• [DATA FOR THE TASK]
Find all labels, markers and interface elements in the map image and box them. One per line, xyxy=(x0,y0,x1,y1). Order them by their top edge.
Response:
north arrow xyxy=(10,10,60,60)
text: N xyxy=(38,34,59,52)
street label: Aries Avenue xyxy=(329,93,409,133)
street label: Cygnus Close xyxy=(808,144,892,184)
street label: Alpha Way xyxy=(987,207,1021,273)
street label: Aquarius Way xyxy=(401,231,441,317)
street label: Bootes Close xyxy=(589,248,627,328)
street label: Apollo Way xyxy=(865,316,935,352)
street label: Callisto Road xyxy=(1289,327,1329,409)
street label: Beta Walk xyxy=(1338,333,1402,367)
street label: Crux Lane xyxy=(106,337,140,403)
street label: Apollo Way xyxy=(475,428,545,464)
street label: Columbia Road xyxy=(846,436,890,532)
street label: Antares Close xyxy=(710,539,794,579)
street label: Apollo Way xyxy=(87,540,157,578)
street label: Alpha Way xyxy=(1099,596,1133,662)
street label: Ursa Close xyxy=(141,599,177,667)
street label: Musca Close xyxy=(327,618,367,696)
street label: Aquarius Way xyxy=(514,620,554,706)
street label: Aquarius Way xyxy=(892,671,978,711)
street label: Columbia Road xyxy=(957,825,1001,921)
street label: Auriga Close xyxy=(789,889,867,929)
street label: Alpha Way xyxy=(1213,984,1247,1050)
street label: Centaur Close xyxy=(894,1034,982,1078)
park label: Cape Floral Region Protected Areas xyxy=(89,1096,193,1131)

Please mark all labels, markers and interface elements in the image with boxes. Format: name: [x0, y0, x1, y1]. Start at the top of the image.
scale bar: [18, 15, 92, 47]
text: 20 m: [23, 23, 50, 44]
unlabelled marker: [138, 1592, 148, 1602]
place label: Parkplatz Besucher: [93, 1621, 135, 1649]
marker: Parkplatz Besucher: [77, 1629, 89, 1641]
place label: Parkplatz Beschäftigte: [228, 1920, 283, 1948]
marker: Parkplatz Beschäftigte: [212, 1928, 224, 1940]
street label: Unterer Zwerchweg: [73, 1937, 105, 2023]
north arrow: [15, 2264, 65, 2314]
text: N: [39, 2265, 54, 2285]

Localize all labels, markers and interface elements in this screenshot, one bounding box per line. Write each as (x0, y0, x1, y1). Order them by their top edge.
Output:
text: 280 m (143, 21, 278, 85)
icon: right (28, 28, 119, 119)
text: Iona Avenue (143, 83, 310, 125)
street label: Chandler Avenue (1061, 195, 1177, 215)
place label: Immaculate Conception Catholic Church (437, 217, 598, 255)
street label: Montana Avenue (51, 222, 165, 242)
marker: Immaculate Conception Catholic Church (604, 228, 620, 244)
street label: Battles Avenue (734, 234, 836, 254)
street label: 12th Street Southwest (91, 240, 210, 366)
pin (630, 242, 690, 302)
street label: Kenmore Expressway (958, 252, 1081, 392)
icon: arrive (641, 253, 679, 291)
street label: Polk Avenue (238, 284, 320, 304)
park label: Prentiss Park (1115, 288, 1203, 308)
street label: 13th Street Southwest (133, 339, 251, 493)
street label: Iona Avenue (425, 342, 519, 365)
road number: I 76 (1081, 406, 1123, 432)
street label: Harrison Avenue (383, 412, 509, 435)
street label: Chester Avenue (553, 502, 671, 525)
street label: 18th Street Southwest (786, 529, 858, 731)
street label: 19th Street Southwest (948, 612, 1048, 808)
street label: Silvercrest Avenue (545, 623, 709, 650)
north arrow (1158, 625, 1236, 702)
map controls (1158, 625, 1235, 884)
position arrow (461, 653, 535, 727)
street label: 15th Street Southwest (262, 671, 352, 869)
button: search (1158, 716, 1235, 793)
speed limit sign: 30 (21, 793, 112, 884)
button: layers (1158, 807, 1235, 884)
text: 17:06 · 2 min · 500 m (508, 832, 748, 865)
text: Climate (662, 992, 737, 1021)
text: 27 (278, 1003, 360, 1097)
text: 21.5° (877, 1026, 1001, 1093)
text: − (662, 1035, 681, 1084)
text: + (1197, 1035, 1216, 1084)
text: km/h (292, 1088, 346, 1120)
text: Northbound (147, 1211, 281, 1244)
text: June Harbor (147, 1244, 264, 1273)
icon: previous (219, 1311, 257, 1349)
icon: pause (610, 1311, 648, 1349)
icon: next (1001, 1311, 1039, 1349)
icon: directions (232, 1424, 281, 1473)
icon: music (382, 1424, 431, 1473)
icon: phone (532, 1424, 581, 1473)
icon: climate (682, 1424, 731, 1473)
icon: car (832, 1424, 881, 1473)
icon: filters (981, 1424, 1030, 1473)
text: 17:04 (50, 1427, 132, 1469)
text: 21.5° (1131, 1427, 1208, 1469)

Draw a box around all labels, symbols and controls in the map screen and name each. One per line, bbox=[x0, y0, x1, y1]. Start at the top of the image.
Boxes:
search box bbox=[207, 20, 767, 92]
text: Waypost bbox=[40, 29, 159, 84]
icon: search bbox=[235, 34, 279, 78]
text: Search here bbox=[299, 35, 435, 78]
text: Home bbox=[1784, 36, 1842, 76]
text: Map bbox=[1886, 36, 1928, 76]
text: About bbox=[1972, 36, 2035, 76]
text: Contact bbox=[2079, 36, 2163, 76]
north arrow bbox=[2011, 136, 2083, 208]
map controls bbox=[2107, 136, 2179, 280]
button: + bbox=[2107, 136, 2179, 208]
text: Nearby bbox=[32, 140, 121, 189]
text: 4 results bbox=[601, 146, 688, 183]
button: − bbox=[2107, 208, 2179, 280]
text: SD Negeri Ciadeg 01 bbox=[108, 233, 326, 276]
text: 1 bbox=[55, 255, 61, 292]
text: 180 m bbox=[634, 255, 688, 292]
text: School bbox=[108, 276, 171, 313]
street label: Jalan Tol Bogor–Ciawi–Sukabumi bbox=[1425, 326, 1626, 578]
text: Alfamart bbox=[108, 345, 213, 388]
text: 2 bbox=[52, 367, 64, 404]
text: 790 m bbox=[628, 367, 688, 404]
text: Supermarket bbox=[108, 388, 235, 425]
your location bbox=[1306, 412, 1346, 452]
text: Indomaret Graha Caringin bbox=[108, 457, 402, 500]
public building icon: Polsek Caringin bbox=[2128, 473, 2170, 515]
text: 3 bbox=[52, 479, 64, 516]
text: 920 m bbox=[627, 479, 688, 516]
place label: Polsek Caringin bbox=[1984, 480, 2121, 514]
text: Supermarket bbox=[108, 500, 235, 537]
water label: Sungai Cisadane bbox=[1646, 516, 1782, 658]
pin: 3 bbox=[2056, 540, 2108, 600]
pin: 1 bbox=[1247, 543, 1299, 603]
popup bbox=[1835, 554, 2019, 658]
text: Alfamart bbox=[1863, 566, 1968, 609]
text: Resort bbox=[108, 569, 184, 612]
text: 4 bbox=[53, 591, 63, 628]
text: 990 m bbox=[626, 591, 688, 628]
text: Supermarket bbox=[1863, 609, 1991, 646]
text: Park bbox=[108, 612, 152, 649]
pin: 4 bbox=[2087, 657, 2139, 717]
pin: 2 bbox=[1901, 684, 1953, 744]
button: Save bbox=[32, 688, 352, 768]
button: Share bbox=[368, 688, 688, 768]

• [TO DO] For the word "Alfamart", say how many lines of the data include it, with nothing else in the reply.

• [SOLUTION TO THIS PROBLEM] 2